**Problem details:** Restate the entire listing word for word.

**Data to examine:**
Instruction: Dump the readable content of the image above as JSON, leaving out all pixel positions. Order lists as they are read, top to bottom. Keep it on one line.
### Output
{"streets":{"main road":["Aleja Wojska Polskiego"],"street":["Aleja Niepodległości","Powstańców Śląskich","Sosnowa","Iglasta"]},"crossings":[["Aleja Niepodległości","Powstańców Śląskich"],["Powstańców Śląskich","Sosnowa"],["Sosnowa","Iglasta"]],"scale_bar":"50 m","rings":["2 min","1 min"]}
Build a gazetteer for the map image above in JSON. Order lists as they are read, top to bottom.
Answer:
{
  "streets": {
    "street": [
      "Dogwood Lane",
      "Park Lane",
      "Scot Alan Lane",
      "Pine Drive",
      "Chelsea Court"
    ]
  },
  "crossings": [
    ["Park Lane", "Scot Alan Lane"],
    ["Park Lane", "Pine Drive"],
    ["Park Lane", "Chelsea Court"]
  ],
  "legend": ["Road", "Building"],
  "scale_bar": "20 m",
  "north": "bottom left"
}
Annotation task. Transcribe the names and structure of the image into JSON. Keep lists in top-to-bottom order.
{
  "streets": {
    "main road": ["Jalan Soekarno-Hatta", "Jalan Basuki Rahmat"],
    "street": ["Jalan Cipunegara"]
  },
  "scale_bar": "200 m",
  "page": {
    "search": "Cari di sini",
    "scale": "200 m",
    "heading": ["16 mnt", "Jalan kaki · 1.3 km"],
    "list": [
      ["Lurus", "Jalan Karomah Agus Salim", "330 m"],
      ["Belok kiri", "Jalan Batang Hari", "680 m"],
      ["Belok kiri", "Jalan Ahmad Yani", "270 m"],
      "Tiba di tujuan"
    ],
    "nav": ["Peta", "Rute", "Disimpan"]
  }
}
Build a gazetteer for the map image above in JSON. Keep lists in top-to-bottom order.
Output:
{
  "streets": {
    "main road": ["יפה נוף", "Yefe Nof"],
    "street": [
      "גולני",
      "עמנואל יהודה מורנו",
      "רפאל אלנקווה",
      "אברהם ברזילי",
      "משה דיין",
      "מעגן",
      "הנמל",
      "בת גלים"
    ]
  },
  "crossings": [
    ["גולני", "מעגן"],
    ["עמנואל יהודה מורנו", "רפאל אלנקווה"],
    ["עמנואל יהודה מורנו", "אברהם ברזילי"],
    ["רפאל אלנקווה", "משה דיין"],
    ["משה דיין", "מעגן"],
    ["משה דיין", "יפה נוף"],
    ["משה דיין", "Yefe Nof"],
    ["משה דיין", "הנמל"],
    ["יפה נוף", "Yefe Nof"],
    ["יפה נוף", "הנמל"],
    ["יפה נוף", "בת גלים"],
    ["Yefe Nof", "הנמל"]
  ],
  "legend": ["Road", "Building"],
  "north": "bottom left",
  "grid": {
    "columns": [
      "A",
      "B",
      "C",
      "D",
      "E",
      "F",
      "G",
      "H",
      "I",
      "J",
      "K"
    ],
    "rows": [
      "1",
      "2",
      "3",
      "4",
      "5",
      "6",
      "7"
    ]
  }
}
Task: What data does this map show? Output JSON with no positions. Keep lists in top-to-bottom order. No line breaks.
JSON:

**Written reply:**
Instruction: Dump the readable content of the image above as JSON, leaving out all pixel positions. Order lists as they are read, top to bottom. Keep it on one line.
### Output
{"streets":{"main road":["Aleja Wojska Polskiego"],"street":["Aleja Niepodległości","Powstańców Śląskich","Sosnowa","Iglasta"]},"crossings":[["Aleja Niepodległości","Powstańców Śląskich"],["Powstańców Śląskich","Sosnowa"],["Sosnowa","Iglasta"]],"scale_bar":"50 m","rings":["2 min","1 min"]}
Build a gazetteer for the map image above in JSON. Order lists as they are read, top to bottom.
Answer:
{
  "streets": {
    "street": [
      "Dogwood Lane",
      "Park Lane",
      "Scot Alan Lane",
      "Pine Drive",
      "Chelsea Court"
    ]
  },
  "crossings": [
    ["Park Lane", "Scot Alan Lane"],
    ["Park Lane", "Pine Drive"],
    ["Park Lane", "Chelsea Court"]
  ],
  "legend": ["Road", "Building"],
  "scale_bar": "20 m",
  "north": "bottom left"
}
Annotation task. Transcribe the names and structure of the image into JSON. Keep lists in top-to-bottom order.
{
  "streets": {
    "main road": ["Jalan Soekarno-Hatta", "Jalan Basuki Rahmat"],
    "street": ["Jalan Cipunegara"]
  },
  "scale_bar": "200 m",
  "page": {
    "search": "Cari di sini",
    "scale": "200 m",
    "heading": ["16 mnt", "Jalan kaki · 1.3 km"],
    "list": [
      ["Lurus", "Jalan Karomah Agus Salim", "330 m"],
      ["Belok kiri", "Jalan Batang Hari", "680 m"],
      ["Belok kiri", "Jalan Ahmad Yani", "270 m"],
      "Tiba di tujuan"
    ],
    "nav": ["Peta", "Rute", "Disimpan"]
  }
}
Build a gazetteer for the map image above in JSON. Keep lists in top-to-bottom order.
Output:
{
  "streets": {
    "main road": ["יפה נוף", "Yefe Nof"],
    "street": [
      "גולני",
      "עמנואל יהודה מורנו",
      "רפאל אלנקווה",
      "אברהם ברזילי",
      "משה דיין",
      "מעגן",
      "הנמל",
      "בת גלים"
    ]
  },
  "crossings": [
    ["גולני", "מעגן"],
    ["עמנואל יהודה מורנו", "רפאל אלנקווה"],
    ["עמנואל יהודה מורנו", "אברהם ברזילי"],
    ["רפאל אלנקווה", "משה דיין"],
    ["משה דיין", "מעגן"],
    ["משה דיין", "יפה נוף"],
    ["משה דיין", "Yefe Nof"],
    ["משה דיין", "הנמל"],
    ["יפה נוף", "Yefe Nof"],
    ["יפה נוף", "הנמל"],
    ["יפה נוף", "בת גלים"],
    ["Yefe Nof", "הנמל"]
  ],
  "legend": ["Road", "Building"],
  "north": "bottom left",
  "grid": {
    "columns": [
      "A",
      "B",
      "C",
      "D",
      "E",
      "F",
      "G",
      "H",
      "I",
      "J",
      "K"
    ],
    "rows": [
      "1",
      "2",
      "3",
      "4",
      "5",
      "6",
      "7"
    ]
  }
}
Task: What data does this map show? Output JSON with no positions. Keep lists in top-to-bottom order. No line breaks.
JSON:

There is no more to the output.